Pull every line that holds the word "strokeStyle" from the entries.

*** SOURCE DATA Section Begins ***

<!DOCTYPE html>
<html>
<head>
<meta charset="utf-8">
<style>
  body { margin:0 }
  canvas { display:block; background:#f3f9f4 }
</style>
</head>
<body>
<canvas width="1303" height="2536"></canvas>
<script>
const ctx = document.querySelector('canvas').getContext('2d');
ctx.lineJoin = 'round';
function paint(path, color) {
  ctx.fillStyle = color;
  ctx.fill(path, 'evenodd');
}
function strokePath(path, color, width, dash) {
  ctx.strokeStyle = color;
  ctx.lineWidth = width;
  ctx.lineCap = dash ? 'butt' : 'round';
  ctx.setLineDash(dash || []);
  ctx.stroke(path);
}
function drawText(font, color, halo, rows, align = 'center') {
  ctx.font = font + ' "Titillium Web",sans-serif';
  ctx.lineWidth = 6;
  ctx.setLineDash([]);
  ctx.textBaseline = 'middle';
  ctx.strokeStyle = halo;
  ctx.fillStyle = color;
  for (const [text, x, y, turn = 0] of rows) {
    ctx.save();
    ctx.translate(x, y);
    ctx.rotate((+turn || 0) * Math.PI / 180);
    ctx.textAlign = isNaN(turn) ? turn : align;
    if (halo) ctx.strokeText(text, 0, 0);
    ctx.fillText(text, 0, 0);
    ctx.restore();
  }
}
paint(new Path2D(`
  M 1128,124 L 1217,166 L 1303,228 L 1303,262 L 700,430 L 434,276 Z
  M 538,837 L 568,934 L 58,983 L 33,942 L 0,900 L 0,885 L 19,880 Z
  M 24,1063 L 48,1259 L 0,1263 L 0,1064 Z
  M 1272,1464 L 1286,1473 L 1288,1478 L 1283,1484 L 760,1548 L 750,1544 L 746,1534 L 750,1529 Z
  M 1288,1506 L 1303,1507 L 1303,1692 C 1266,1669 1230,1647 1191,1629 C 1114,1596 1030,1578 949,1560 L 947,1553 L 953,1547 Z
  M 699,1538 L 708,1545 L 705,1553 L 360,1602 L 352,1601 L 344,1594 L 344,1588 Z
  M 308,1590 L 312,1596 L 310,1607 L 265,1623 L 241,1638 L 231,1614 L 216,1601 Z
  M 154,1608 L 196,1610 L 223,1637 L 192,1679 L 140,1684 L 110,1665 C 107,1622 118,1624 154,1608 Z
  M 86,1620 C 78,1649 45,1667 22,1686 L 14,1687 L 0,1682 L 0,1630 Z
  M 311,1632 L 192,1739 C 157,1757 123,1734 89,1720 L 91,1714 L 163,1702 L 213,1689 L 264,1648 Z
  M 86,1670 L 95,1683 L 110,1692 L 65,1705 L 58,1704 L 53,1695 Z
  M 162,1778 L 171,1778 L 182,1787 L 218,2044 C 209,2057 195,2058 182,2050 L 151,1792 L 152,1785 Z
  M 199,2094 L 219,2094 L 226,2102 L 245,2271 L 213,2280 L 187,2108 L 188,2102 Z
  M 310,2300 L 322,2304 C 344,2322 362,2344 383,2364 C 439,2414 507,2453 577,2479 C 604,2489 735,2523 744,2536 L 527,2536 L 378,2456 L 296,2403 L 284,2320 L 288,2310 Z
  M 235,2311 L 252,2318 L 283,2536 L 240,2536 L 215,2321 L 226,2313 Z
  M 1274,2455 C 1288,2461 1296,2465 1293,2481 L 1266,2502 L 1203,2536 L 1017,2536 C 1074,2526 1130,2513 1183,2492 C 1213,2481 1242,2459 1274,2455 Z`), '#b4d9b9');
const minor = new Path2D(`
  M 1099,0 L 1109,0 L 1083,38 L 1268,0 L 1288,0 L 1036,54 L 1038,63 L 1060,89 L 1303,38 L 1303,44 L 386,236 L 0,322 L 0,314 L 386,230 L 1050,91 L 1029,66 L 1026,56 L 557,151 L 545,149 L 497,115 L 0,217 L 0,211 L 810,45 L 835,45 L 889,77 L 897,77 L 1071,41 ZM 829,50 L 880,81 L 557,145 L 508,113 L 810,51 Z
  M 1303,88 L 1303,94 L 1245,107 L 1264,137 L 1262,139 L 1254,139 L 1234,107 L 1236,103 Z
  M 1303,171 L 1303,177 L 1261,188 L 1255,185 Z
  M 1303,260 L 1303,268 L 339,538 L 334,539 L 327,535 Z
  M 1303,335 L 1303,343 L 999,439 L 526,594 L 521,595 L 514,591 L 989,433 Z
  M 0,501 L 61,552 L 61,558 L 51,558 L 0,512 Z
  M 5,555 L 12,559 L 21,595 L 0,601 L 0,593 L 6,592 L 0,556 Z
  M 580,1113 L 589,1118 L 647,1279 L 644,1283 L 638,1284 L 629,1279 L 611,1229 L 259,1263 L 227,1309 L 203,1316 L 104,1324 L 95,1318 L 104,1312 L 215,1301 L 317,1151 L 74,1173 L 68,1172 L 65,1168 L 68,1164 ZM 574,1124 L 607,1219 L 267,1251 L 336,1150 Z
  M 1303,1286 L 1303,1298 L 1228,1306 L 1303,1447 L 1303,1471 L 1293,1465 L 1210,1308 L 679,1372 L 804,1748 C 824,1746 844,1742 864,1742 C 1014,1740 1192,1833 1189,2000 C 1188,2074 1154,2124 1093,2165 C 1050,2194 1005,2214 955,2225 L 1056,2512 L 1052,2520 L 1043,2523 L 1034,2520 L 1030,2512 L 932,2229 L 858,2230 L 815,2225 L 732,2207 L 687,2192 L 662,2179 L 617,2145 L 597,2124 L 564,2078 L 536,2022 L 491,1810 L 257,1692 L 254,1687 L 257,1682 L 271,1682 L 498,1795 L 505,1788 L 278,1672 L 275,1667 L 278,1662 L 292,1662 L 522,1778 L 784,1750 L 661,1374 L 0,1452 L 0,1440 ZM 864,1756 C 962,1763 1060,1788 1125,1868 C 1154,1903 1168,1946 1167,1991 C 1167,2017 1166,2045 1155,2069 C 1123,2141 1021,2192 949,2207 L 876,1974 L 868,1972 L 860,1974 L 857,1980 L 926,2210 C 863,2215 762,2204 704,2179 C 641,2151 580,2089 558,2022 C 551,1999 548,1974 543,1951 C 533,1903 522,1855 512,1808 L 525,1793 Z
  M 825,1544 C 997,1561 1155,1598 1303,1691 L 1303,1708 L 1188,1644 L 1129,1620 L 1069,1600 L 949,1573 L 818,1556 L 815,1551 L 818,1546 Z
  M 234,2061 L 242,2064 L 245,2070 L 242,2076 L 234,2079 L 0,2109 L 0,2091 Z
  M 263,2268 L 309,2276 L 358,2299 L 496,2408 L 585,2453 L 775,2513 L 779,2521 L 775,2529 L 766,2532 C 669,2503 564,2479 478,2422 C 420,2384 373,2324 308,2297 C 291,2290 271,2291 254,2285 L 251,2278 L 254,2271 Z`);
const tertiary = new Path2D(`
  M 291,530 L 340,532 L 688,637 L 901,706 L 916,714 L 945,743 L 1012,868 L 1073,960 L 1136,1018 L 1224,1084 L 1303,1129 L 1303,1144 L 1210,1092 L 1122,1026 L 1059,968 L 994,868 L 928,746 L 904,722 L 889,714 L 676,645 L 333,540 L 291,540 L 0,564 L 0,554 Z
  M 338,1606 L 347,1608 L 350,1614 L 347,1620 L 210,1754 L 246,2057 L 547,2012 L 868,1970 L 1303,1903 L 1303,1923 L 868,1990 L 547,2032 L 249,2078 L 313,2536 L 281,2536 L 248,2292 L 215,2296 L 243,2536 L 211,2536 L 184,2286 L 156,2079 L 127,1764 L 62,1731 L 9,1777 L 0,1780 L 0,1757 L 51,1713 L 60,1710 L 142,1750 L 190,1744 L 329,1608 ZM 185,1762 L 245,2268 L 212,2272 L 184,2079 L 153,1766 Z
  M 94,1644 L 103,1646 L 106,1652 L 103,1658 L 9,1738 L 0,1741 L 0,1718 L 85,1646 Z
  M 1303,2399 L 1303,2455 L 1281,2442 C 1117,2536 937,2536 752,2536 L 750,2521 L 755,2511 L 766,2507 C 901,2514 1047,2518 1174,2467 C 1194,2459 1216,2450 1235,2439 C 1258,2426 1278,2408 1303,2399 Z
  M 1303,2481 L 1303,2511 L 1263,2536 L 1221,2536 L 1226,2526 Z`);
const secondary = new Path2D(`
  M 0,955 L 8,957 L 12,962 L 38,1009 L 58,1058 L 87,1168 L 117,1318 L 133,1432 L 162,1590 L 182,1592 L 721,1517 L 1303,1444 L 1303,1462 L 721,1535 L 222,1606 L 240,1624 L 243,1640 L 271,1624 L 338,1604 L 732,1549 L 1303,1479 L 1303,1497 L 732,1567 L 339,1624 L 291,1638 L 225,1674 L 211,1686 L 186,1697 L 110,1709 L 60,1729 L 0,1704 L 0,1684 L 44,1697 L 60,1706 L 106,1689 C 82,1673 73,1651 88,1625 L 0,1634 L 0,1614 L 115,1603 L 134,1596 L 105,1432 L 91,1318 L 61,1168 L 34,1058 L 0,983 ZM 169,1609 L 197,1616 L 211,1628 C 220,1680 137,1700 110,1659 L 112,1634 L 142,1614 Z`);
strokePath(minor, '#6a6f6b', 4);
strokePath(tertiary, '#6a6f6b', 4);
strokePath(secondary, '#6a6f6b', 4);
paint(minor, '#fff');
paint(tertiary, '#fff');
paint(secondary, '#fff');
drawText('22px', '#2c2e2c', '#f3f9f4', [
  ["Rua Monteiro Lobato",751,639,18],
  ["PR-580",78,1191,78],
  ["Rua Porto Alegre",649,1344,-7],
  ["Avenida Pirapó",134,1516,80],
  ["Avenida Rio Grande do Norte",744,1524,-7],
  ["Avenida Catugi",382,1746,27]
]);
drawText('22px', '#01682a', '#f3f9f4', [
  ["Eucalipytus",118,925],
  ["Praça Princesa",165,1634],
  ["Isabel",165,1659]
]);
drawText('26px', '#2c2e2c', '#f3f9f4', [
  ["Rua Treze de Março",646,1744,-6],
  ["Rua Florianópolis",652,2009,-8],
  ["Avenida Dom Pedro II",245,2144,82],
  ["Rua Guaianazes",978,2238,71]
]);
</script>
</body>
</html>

*** SOURCE DATA Section Ends ***

## EXERCISE ANSWER
  ctx.strokeStyle = color;
  ctx.strokeStyle = halo;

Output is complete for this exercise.